Instructions for the task — Every record below is to be copied exactly, with its images omitted.

Data to process —
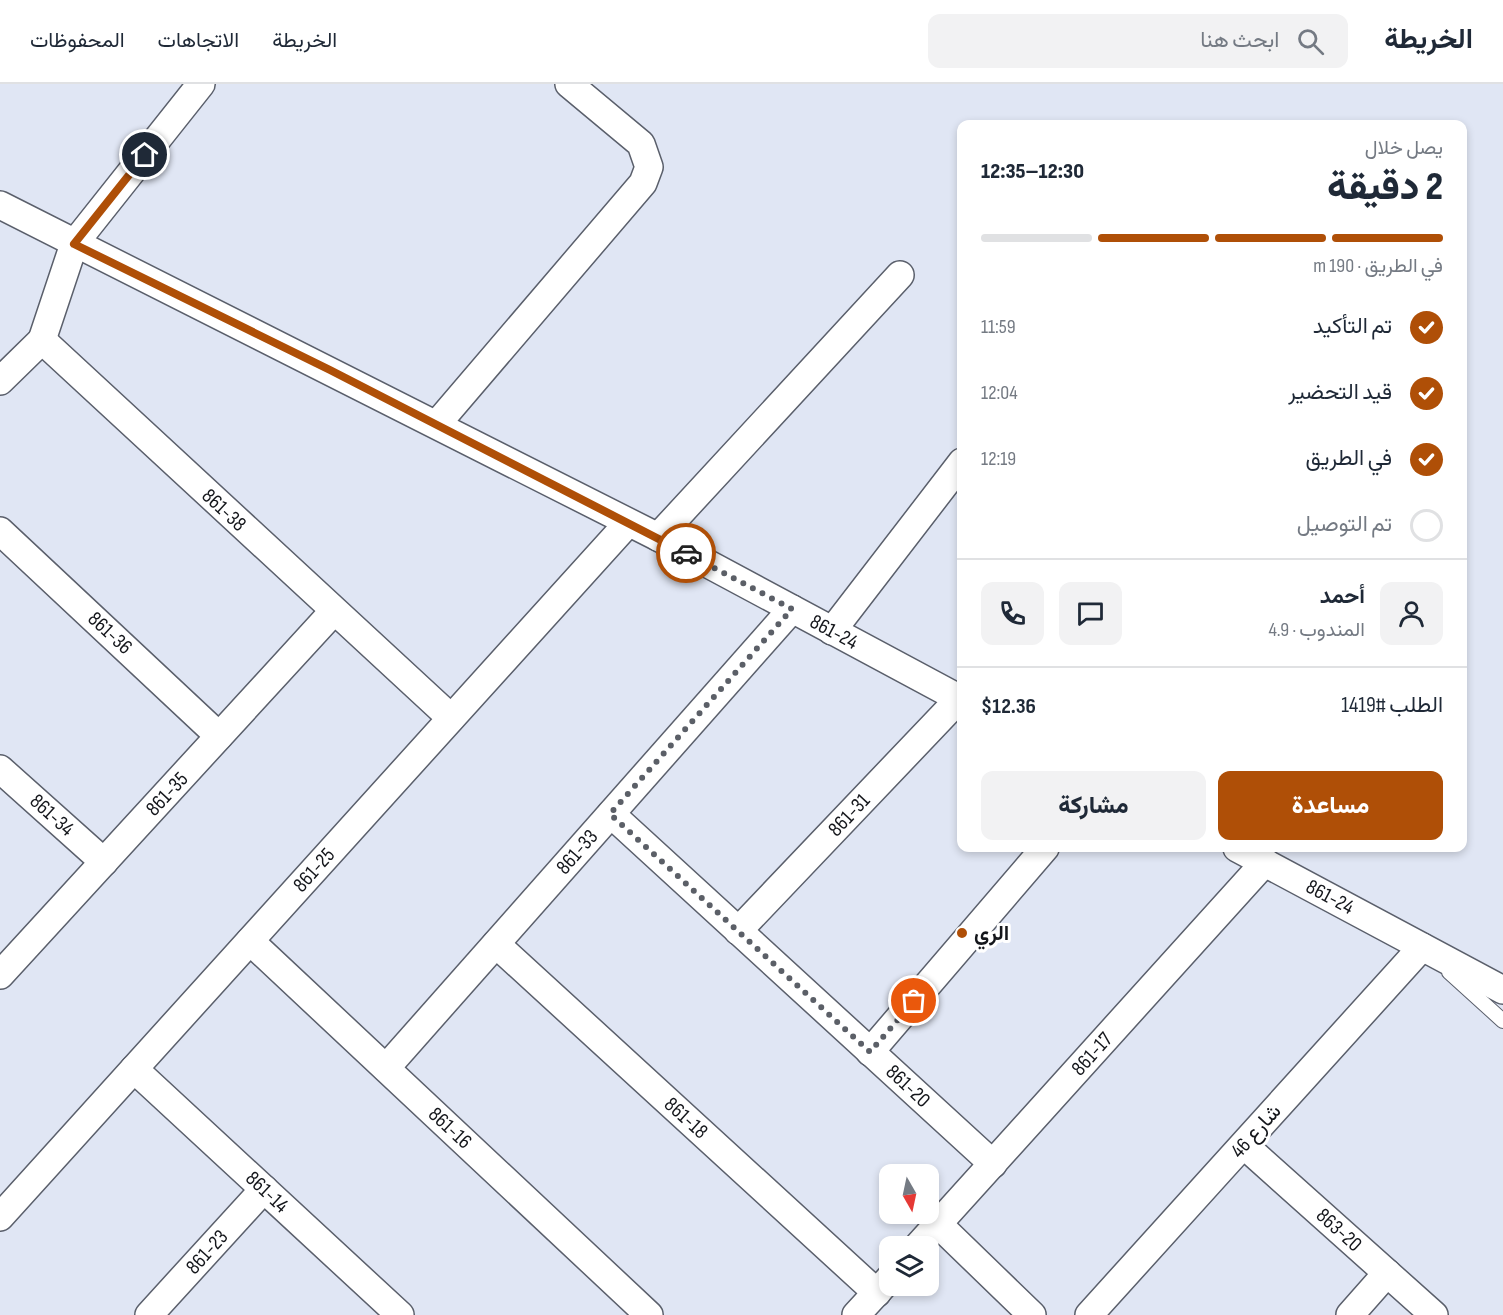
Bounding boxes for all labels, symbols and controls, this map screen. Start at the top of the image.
search box [928,14,1348,68]
text: الخريطة [1384,23,1473,56]
icon: search [1294,25,1327,58]
text: ابحث هنا [1200,27,1279,54]
text: المحفوظات [30,28,125,53]
text: الاتجاهات [158,28,239,53]
text: الخريطة [272,28,337,53]
pin [119,129,170,180]
text: يصل خلال [1365,136,1443,160]
icon: home [128,138,161,171]
text: 12:30–12:35 [981,158,1084,185]
text: 2 دقيقة [1327,164,1443,211]
text: في الطريق · 190 m [1313,254,1443,278]
icon: check [1410,311,1443,344]
text: تم التأكيد [1313,313,1392,340]
text: 11:59 [981,315,1016,339]
icon: check [1410,377,1443,410]
text: قيد التحضير [1288,379,1392,406]
text: 12:04 [981,381,1018,405]
icon: check [1410,443,1443,476]
text: في الطريق [1306,445,1392,472]
text: 12:19 [981,447,1016,471]
street label: 861-38 [197,483,251,537]
text: تم التوصيل [1297,511,1392,538]
courier [656,523,716,583]
icon: car [670,537,703,570]
button: phone [981,582,1044,645]
button: chat [1059,582,1122,645]
button: person [1380,582,1443,645]
text: أحمد [1320,583,1365,610]
street label: 861-36 [83,606,137,660]
street label: 861-24 [806,609,862,655]
text: المندوب · 4.9 [1268,618,1365,642]
text: الطلب #1419 [1341,692,1443,719]
text: $12.36 [981,693,1036,720]
street label: 861-35 [141,767,193,821]
button: مشاركة [981,771,1206,840]
button: مساعدة [1218,771,1443,840]
street label: 861-31 [823,788,876,842]
street label: 861-34 [25,789,80,842]
street label: 861-33 [551,825,603,879]
street label: 861-25 [288,843,340,897]
street label: 861-24 [1302,874,1358,920]
place label: الري [974,921,1009,950]
marker: الري [955,926,969,940]
pin [888,975,939,1026]
icon: bag [897,984,930,1017]
street label: 861-17 [1066,1027,1118,1081]
street label: 861-20 [881,1059,935,1113]
street label: 861-18 [659,1092,713,1144]
street label: شارع 46 [1225,1099,1287,1164]
street label: 861-16 [423,1102,477,1154]
north arrow [879,1164,939,1224]
map controls [879,1164,939,1296]
street label: 861-14 [240,1166,294,1218]
street label: 863-20 [1311,1203,1367,1257]
street label: 861-23 [181,1225,233,1279]
button: layers [879,1236,939,1296]

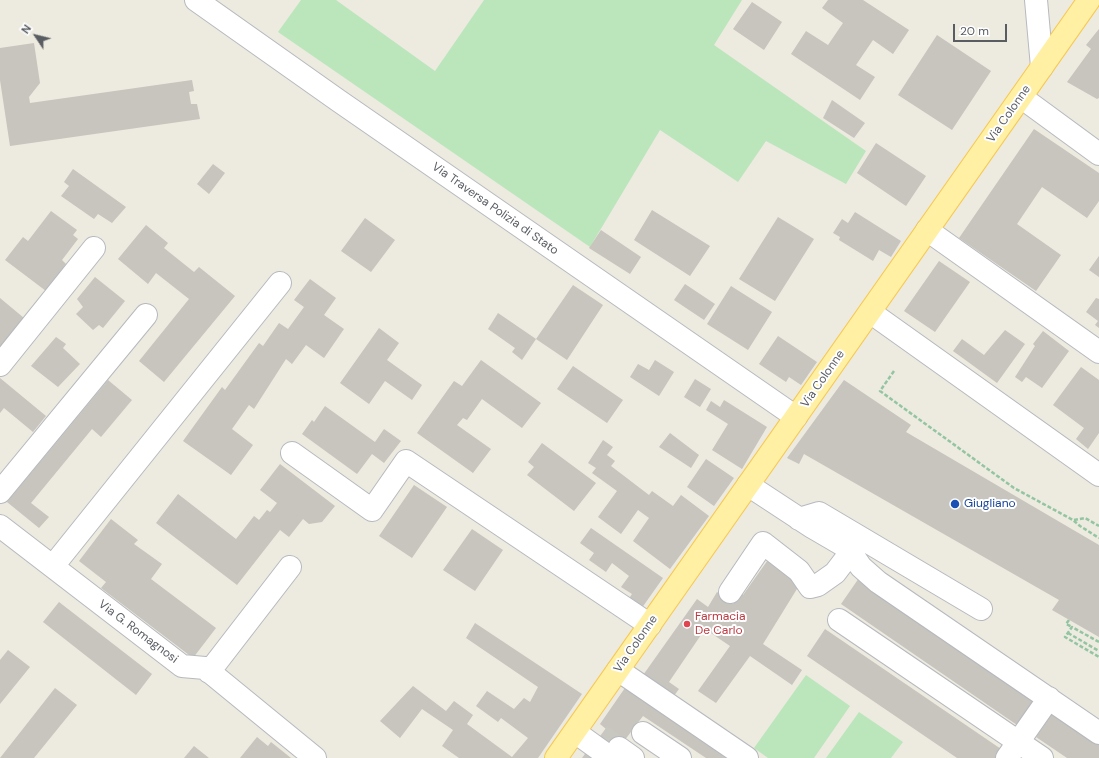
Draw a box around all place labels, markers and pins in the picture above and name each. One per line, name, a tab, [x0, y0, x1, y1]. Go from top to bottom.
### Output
place label: Giugliano	[964, 497, 1016, 511]
marker: Giugliano	[949, 498, 961, 510]
place label: Farmacia De Carlo	[695, 610, 745, 638]
marker: Farmacia De Carlo	[682, 619, 692, 629]

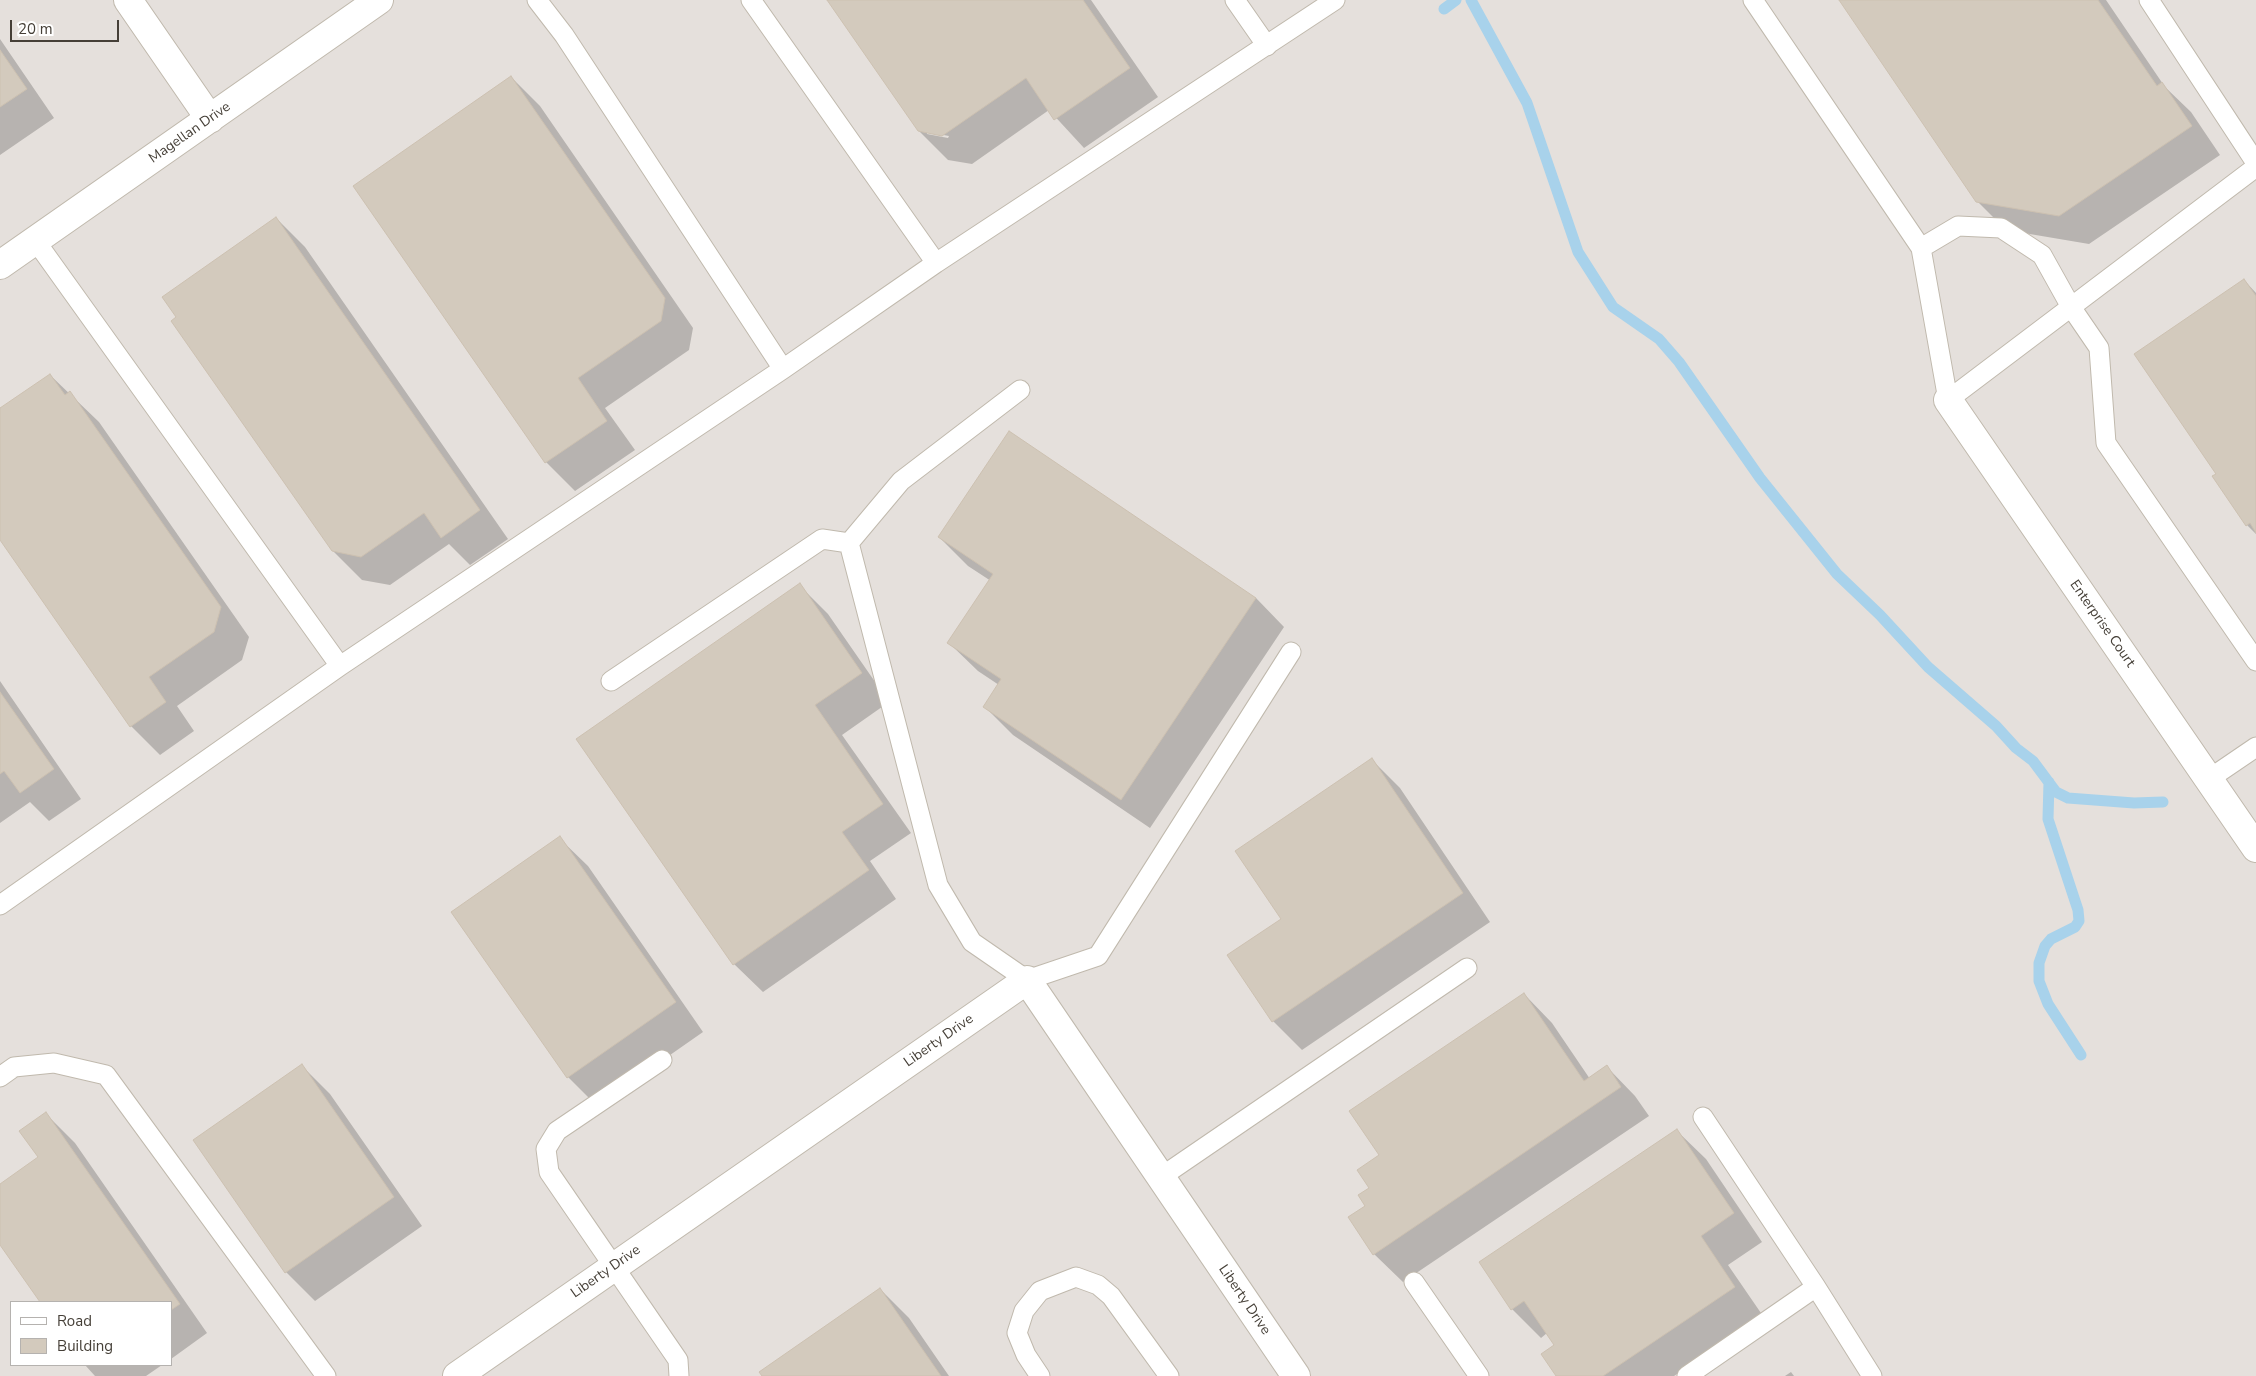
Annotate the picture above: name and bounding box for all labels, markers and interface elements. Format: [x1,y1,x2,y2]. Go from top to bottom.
scale bar [12,10,121,42]
text: 20 m [18,19,53,39]
street label: Magellan Drive [146,99,234,167]
street label: Enterprise Court [2066,577,2138,671]
street label: Liberty Drive [901,1011,977,1071]
street label: Liberty Drive [568,1242,644,1302]
street label: Liberty Drive [1214,1262,1274,1338]
legend [10,1301,172,1366]
text: Road [57,1311,92,1331]
text: Building [57,1336,113,1356]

Exercise solution —
Bounding boxes for all labels, symbols and controls, this map screen. Start at the top of the image.
search box [928,14,1348,68]
text: الخريطة [1384,23,1473,56]
icon: search [1294,25,1327,58]
text: ابحث هنا [1200,27,1279,54]
text: المحفوظات [30,28,125,53]
text: الاتجاهات [158,28,239,53]
text: الخريطة [272,28,337,53]
pin [119,129,170,180]
text: يصل خلال [1365,136,1443,160]
icon: home [128,138,161,171]
text: 12:30–12:35 [981,158,1084,185]
text: 2 دقيقة [1327,164,1443,211]
text: في الطريق · 190 m [1313,254,1443,278]
icon: check [1410,311,1443,344]
text: تم التأكيد [1313,313,1392,340]
text: 11:59 [981,315,1016,339]
icon: check [1410,377,1443,410]
text: قيد التحضير [1288,379,1392,406]
text: 12:04 [981,381,1018,405]
icon: check [1410,443,1443,476]
text: في الطريق [1306,445,1392,472]
text: 12:19 [981,447,1016,471]
street label: 861-38 [197,483,251,537]
text: تم التوصيل [1297,511,1392,538]
courier [656,523,716,583]
icon: car [670,537,703,570]
button: phone [981,582,1044,645]
button: chat [1059,582,1122,645]
button: person [1380,582,1443,645]
text: أحمد [1320,583,1365,610]
street label: 861-36 [83,606,137,660]
street label: 861-24 [806,609,862,655]
text: المندوب · 4.9 [1268,618,1365,642]
text: الطلب #1419 [1341,692,1443,719]
text: $12.36 [981,693,1036,720]
street label: 861-35 [141,767,193,821]
button: مشاركة [981,771,1206,840]
button: مساعدة [1218,771,1443,840]
street label: 861-31 [823,788,876,842]
street label: 861-34 [25,789,80,842]
street label: 861-33 [551,825,603,879]
street label: 861-25 [288,843,340,897]
street label: 861-24 [1302,874,1358,920]
place label: الري [974,921,1009,950]
marker: الري [955,926,969,940]
pin [888,975,939,1026]
icon: bag [897,984,930,1017]
street label: 861-17 [1066,1027,1118,1081]
street label: 861-20 [881,1059,935,1113]
street label: 861-18 [659,1092,713,1144]
street label: شارع 46 [1225,1099,1287,1164]
street label: 861-16 [423,1102,477,1154]
north arrow [879,1164,939,1224]
map controls [879,1164,939,1296]
street label: 861-14 [240,1166,294,1218]
street label: 863-20 [1311,1203,1367,1257]
street label: 861-23 [181,1225,233,1279]
button: layers [879,1236,939,1296]

Draw a box around all place labels, markers and pins in the picture above and name each. One per line, name, a tab, [x0, y0, x1, y1]. Go from top to bottom.
### Output
place label: Giugliano	[964, 497, 1016, 511]
marker: Giugliano	[949, 498, 961, 510]
place label: Farmacia De Carlo	[695, 610, 745, 638]
marker: Farmacia De Carlo	[682, 619, 692, 629]

Annotate the picture above: name and bounding box for all labels, markers and interface elements. Format: [x1,y1,x2,y2]. Go from top to bottom.
scale bar [12,10,121,42]
text: 20 m [18,19,53,39]
street label: Magellan Drive [146,99,234,167]
street label: Enterprise Court [2066,577,2138,671]
street label: Liberty Drive [901,1011,977,1071]
street label: Liberty Drive [568,1242,644,1302]
street label: Liberty Drive [1214,1262,1274,1338]
legend [10,1301,172,1366]
text: Road [57,1311,92,1331]
text: Building [57,1336,113,1356]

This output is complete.